The wings on his flight suit meant too much to him.
He had dreamed about wearing them since he was a little boy.
So before his bomber took flight from Seymour Johnson Air Force Base, Mattocks came to terms with the fact that should he and his comrades be asked to dispose of the two Mark 39 nuclear bombs on board -- weapons designed to inflict more than 200 times more damage than those dropped on Japan near the end of World War II -- it would likely be the last thing they ever did.
"Each time we flew an alert mission, we knew it was just like going to war. Any time the president picks up that red phone, we have to go, and in that situation, we knew we wouldn't be coming back -- that it was a suicide mission," he said, recalling the mission. "Even if we go and drop that weapon on Russia or whoever the enemy is, normally, we would be out of fuel and would have to go down. So we were either gonna get killed by our own weapon because of the fallout or because of the pressure. Oh yeah, and the bigger the weapon is, the tougher it's gonna be to escape it. We could have never outrun it."
But when the order to release the bombs did not come, when the crew was told to make its way back to Goldsboro, Mattocks had no idea that death would continue to hover over his aircraft -- that he would need a series of "miracles" to ensure he would make it home.

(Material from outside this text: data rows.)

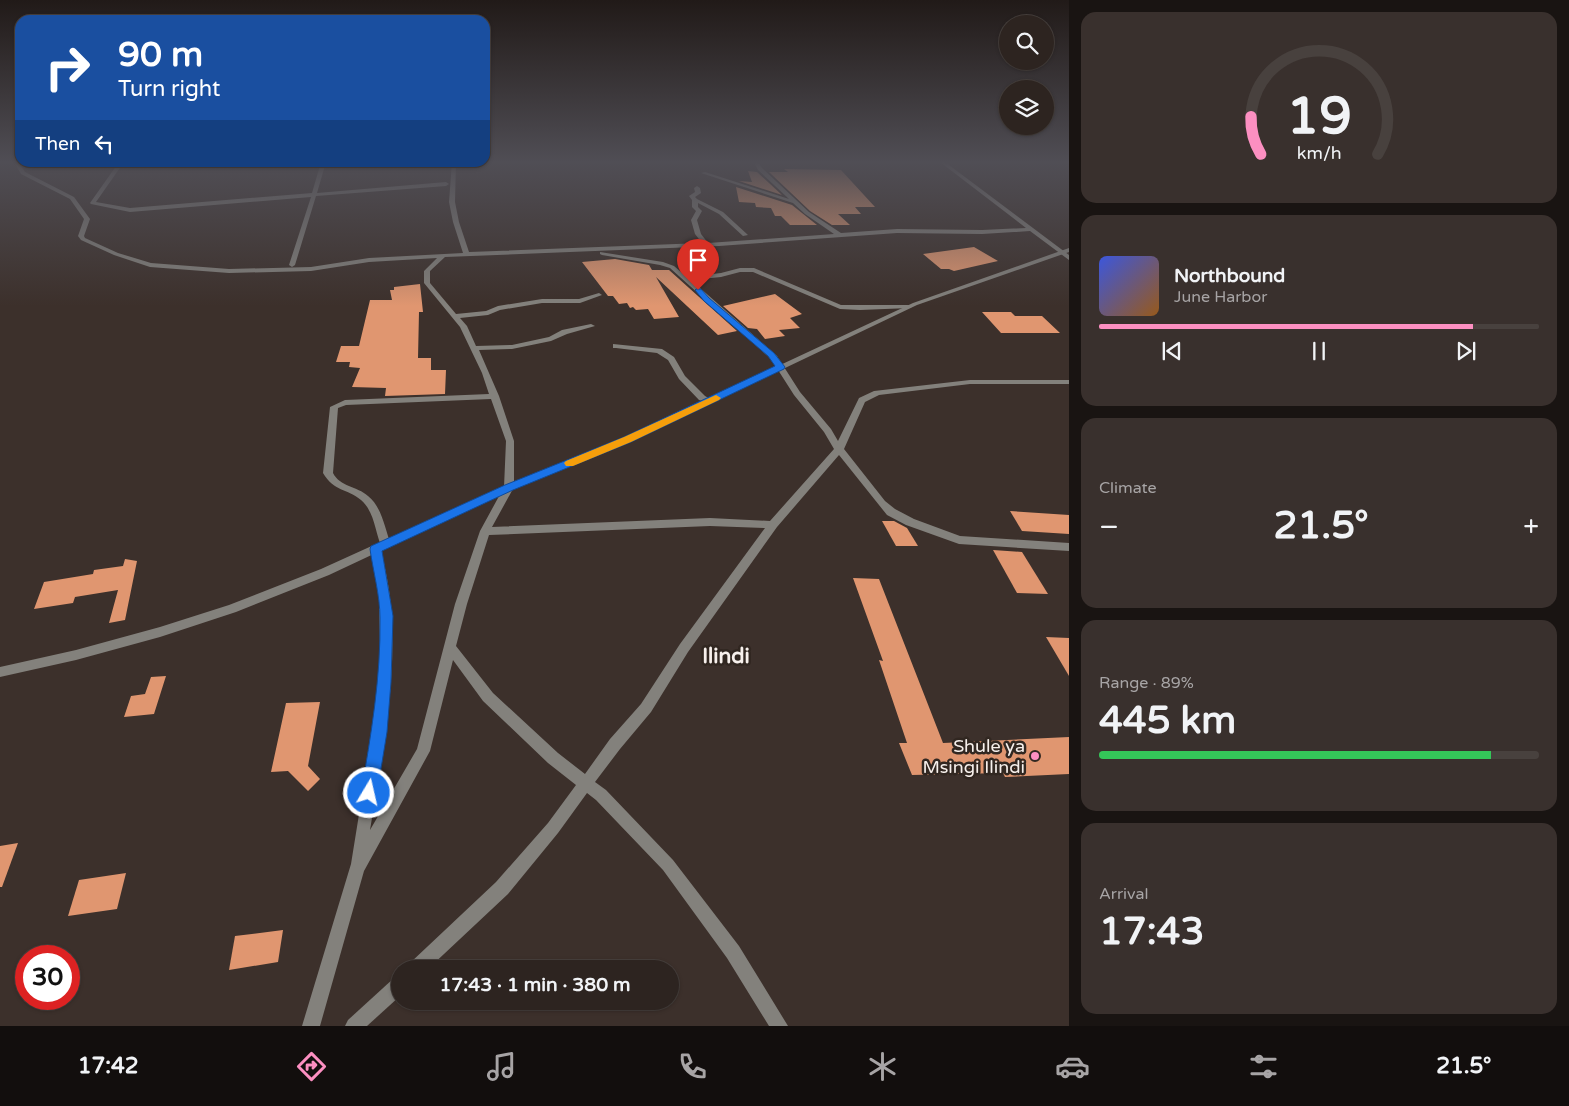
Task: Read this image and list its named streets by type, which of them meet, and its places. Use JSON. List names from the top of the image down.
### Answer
{
  "districts": ["Ilindi"],
  "places": ["Shule ya Msingi Ilindi"],
  "page": {
    "turn": ["90 m", "Turn right"],
    "then": "Then",
    "song": ["Northbound", "June Harbor"],
    "tile": [
      "Climate",
      ["Range · 89%", "445 km"],
      ["Arrival", "17:43"]
    ],
    "heat": ["−", "21.5°", "+"],
    "limit": "30",
    "trip": "17:43 · 1 min · 380 m",
    "tabs": ["17:42", "21.5°"],
    "gauge": ["19", "km/h"]
  }
}
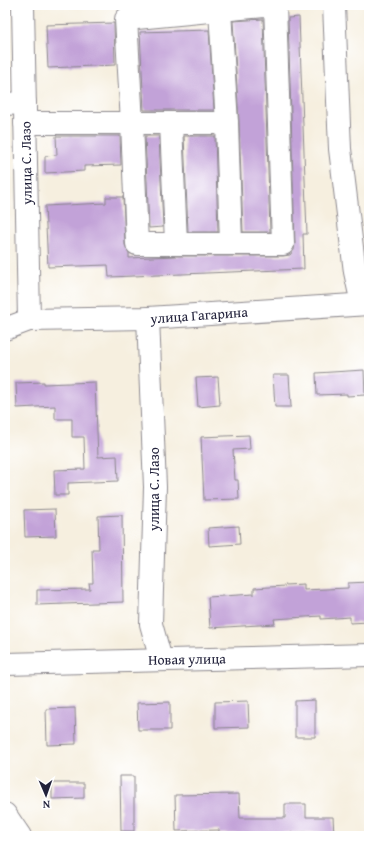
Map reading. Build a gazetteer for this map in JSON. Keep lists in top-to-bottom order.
{
  "streets": {
    "street": ["улица С. Лазо", "улица Гагарина", "Новая улица"]
  },
  "crossings": [
    ["улица С. Лазо", "улица Гагарина"],
    ["улица С. Лазо", "Новая улица"]
  ],
  "north": "bottom"
}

He had no way of knowing that he and his fellow airmen would lose control of the bomber -- that it would ultimately crash and bring Eastern North Carolina within shouting distance of Armageddon.
***
Somewhere over the Atlantic Ocean, the B-52 hooked up with a tanker to get enough fuel to make it home.
But something was wrong.
"The boom operator in the tanker, he noticed some structure damage and that we were dumping ... a lot of fuel," Mattocks said. "And when we started checking out the inside of the plane ... we saw that the weapons were wet and the wheel well was wet. Right then, we knew we had a problem."
It would only take one spark -- from the landing gear or one of the engines -- to ignite both the aircraft and the weapons onboard.
So the crew shut down two engines, hoping to avoid catastrophe.
But by doing so, they created another problem. The bomber could no longer fly level.
"I wasn't afraid at that point. I didn't get too excited," Mattocks said. "But I think I knew, I really knew, that we were going down."
A few hours later, as the aircraft made its way ever closer to Seymour Johnson, it became clear to its pilots that they could no longer control it.
"At that point, something's telling me, 'You had better prepare to bail,'" Mattocks said. "So I started going through all the maneuvers in my head."
And when he finally got the OK from the flight commander to do just that, the real drama began.
From that moment on, Mattocks needed four "miracles" to survive.
***
Mattocks was thrown to the ground when, with a parachute strapped to his back, he took his first step toward the stairs that led to his escape hatch near the belly of the bomber.
"I took that one step and got pinned to the floor," he recalled. "The G-force was so great that it pinned me down."
The blood was rushing from his head to his feet.
His vision was waning.
All he could do was pray.
But moments later, the G-force reversed as the plane continued to barrel out of control.
"My vision comes back and I see the co-pilot eject, but I knew I wouldn't be able to walk down those steps and bail out, so I'm thinking, 'I'm gonna have to go out the top,'" he said. "But I know that no one has been able to get out the top and live (without an ejection seat)."
Mattocks knew a leap of faith was on the horizon and, after a few seconds, took it.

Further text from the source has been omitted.